The closed-form solution was further investigated by comparing its predictions to those of 100 FEM simulations as described in Sec. 3.2.1. In particular, the peak force from the FEM simulations along with the corresponding l, h, and s values was used as inputs to the closed-form solution to calculate EI. The actual EI value from the FEM model was then compared to the calculated EI from the closed-form solution. When comparing the actual EI values from the FEM simulations to the closed-form solution EI predictions, a mean percent error of 4.19% with a standard deviation of 4.08% was observed. The percent error from each combination of spacing and maximum deflection is shown in Fig. 10. This figure indicates the closed-form solution becomes less accurate as deflections become larger (i.e., lower h/l values). More specifically, at larger deflections, the closed-form solution tends to overpredict EI when beams are spaced closely together.
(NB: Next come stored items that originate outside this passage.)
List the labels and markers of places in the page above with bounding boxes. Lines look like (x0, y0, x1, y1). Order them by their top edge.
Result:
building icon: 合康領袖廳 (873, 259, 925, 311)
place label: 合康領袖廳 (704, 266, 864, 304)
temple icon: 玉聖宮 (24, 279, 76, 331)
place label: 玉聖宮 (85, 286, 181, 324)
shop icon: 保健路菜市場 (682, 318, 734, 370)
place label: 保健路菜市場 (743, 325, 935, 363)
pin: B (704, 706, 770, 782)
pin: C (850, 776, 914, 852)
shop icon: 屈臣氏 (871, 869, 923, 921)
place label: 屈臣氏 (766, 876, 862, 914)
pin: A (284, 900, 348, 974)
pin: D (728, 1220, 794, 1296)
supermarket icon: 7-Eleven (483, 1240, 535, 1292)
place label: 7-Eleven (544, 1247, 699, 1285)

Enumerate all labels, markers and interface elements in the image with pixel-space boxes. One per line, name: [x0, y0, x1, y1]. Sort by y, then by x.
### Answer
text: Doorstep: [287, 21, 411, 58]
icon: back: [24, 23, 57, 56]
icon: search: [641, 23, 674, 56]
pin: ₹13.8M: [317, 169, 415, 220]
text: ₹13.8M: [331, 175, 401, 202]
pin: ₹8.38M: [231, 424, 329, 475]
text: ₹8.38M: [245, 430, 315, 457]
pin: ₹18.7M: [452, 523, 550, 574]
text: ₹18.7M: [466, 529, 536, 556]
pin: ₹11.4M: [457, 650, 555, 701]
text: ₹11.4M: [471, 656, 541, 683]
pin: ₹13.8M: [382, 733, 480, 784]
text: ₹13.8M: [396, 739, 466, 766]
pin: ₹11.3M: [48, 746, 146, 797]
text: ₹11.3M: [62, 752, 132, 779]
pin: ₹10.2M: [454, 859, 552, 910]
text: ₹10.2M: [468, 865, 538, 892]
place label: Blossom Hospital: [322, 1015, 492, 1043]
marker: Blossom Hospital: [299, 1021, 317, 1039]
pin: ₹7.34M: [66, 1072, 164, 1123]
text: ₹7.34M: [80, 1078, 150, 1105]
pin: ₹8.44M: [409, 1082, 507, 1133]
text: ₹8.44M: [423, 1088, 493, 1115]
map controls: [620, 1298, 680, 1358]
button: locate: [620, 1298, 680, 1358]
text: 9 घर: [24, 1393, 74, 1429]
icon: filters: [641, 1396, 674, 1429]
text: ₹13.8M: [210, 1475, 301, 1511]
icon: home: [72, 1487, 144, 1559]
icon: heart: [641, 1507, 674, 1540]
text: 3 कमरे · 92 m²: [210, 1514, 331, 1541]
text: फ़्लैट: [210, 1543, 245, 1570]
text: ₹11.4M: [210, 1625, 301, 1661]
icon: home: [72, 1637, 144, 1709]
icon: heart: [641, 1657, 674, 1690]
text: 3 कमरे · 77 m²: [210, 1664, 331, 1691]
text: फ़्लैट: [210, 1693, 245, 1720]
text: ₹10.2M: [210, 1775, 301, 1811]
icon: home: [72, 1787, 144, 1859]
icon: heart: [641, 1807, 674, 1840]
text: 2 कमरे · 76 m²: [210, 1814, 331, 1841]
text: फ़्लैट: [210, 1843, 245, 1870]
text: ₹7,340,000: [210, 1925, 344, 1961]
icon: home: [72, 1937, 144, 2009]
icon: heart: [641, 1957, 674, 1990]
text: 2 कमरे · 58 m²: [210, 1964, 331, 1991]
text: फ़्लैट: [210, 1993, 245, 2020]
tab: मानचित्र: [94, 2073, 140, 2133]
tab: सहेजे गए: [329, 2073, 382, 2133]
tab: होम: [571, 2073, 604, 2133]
At deflections less than 50 deg, the mean percent error is 1.32% (SD = 2.61%).
4.4 Closed-Form Solution Sensitivity Analysis.
To determine how slight measurement errors in beam dimensions or spacing affect the closed-form solution’s EI predictions, a sensitivity analysis was conducted. The numerical derivative of EI with respect to h/l and s/l is shown in Figs. 11 and 12, respectively. Notice in Fig. 11 that the derivative of EI is small unless h/l is greater than about 0.9. Thus, errors in h and l measurements can produce larger errors in EI predictions at high h/l ratios. Figure 12 shows that the closed-form solution’s EI predictions are less sensitive to errors in s/l measurements than to errors in h/l measurements. Note that the light shading running through the middle of the plot is due to interactions between beams no longer occurring.
5 Discussion
Modeling the force–deflection response of multiple inline cantilever beams undergoing large deflections has application to numerous industries and is a classical mechanics problem. The authors are unaware of any other studies which have reported a closed-form solution method to this classical problem. The closed-form solution presented in this study provides an accurate representation of the system’s force–deflection response over a range of system configurations. Results indicated that the closed-form solution is most accurate for deflections less than 50 deg (which corresponds to an h/l ratio of approximately 0.7). At h/l ratios greater than 0.9, the solution can be sensitive to small experimental measurement errors in h or l. Therefore, the closed-form solution is most appropriate for analyzing systems in which the h/l ratio is between 0.7 and 0.9. This range is typical of numerous natural and synthetic systems. When analyzing systems undergoing extremely large deflections (i.e., greater than 50-deg deflections), the authors recommend using a more time-intensive solution method (e.g., nonlinear finite element analysis (FEA)).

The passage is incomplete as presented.